*** DATA SECTION ***
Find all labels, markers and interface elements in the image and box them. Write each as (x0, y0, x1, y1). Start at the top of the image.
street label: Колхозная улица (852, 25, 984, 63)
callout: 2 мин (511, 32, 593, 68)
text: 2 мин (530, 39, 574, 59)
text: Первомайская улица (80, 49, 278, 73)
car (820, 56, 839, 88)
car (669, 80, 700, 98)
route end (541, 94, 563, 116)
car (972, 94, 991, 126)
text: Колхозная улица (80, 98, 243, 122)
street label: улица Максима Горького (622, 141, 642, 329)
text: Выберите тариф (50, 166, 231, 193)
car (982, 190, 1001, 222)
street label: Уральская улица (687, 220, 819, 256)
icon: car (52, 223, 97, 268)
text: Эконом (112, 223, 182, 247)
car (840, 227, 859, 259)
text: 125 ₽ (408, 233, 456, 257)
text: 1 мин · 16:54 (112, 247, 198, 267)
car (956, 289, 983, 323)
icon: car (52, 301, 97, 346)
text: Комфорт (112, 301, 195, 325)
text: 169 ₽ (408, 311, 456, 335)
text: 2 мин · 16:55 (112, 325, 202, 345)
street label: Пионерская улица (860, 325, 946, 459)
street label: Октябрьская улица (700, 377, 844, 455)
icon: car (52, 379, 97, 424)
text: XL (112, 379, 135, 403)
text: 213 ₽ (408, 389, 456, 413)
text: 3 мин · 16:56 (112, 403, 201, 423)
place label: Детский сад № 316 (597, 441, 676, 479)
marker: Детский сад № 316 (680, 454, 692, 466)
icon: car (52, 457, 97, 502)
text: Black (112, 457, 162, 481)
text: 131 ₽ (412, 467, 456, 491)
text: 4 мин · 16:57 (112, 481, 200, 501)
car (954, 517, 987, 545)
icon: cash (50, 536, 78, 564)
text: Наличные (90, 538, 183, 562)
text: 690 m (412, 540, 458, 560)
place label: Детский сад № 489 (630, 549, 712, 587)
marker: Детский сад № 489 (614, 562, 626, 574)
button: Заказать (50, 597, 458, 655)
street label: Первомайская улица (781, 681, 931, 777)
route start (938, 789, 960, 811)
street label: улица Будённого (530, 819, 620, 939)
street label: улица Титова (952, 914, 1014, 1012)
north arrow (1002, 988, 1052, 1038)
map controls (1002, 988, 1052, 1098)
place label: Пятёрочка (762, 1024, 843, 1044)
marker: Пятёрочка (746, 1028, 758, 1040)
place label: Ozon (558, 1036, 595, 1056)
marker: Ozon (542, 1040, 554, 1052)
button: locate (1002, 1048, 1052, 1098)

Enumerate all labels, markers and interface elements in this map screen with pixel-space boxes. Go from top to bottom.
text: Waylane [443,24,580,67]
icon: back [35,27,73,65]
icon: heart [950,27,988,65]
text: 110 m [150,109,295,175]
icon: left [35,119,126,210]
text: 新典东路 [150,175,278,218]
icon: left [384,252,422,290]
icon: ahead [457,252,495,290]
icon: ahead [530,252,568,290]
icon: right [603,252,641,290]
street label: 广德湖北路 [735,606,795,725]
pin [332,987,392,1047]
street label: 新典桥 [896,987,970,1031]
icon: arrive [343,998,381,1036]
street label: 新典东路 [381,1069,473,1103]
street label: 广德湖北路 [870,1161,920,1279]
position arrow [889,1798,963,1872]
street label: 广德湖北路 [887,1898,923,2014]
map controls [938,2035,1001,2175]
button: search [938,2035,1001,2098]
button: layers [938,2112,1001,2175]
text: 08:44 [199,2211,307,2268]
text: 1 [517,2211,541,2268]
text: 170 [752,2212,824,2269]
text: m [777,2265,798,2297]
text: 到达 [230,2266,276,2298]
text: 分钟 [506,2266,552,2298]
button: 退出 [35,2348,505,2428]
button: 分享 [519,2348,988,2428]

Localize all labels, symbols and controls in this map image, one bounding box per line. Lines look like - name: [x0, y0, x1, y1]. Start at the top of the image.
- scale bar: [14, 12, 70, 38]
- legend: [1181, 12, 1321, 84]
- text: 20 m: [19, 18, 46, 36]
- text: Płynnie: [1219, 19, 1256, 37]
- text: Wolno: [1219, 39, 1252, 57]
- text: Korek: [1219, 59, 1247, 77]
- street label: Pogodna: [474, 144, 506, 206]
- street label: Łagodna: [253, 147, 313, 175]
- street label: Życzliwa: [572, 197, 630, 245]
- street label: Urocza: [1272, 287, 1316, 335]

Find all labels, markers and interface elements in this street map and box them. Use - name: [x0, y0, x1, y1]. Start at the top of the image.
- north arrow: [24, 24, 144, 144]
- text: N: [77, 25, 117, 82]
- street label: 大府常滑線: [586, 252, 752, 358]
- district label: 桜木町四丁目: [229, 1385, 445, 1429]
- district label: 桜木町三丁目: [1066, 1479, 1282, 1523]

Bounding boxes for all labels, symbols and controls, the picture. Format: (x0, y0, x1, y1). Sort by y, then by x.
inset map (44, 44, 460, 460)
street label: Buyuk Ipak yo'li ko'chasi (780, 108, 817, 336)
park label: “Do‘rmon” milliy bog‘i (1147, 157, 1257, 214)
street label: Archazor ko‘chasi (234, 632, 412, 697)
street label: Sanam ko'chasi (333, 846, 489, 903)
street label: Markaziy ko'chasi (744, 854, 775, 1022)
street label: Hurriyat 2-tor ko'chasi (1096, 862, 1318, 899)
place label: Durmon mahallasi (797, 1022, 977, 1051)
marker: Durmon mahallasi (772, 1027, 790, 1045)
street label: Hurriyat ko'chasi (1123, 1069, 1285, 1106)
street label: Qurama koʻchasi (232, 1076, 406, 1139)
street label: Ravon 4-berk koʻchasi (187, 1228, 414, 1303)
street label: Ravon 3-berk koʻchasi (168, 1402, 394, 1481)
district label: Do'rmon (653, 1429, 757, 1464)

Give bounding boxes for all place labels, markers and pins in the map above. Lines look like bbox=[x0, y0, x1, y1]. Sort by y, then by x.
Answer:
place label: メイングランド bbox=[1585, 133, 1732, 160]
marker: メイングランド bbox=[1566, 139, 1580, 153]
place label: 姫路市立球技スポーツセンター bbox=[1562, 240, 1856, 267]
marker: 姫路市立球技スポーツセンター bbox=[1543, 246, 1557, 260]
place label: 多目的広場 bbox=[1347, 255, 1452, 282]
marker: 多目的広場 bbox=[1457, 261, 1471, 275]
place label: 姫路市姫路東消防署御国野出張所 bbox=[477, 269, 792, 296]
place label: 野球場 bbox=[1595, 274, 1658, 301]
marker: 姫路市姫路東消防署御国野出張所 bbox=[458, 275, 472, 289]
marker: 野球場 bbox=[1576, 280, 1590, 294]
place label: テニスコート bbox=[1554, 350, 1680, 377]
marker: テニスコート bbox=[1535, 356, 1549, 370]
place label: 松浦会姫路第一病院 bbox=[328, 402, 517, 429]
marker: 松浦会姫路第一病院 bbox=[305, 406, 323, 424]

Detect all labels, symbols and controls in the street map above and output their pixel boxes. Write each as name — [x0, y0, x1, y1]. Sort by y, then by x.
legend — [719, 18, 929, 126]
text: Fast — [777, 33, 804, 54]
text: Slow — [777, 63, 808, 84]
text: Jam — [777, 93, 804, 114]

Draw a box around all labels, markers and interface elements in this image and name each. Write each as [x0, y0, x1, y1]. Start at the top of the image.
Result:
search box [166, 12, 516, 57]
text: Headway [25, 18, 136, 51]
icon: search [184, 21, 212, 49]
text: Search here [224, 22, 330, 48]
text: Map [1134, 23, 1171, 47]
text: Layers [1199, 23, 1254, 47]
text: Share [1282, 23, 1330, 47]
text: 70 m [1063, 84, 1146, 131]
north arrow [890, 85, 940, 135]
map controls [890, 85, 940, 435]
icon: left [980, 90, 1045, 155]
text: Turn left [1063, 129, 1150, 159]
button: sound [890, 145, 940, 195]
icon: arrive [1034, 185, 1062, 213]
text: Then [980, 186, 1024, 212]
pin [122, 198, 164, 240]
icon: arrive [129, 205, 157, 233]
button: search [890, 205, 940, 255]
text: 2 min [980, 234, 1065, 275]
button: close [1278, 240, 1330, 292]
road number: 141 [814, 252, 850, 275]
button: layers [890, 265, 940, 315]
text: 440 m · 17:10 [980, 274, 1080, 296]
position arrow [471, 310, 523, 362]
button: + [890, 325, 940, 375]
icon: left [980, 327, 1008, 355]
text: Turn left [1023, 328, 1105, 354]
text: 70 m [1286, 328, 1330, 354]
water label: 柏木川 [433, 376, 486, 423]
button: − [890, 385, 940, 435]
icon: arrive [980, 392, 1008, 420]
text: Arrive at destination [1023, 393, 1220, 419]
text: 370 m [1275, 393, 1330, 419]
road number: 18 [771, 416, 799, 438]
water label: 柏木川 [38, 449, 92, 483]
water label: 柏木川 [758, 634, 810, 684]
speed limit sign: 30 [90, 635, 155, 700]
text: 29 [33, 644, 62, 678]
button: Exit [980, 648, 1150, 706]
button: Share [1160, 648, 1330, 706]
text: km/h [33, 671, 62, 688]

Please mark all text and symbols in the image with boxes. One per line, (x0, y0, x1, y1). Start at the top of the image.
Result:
***
▶ **TASK REQUIREMENTS**: All that should be written out is the stretch of lines above between the one holding "Detect all labels, symbols" and the one holding "Draw a box around", inclusive, exactly as given.

▶ **SOLVED EXERCISE**:
Detect all labels, symbols and controls in the street map above and output their pixel boxes. Write each as name — [x0, y0, x1, y1]. Sort by y, then by x.
legend — [719, 18, 929, 126]
text: Fast — [777, 33, 804, 54]
text: Slow — [777, 63, 808, 84]
text: Jam — [777, 93, 804, 114]

Draw a box around all labels, markers and interface elements in this image and name each. Write each as [x0, y0, x1, y1]. Start at the top of the image.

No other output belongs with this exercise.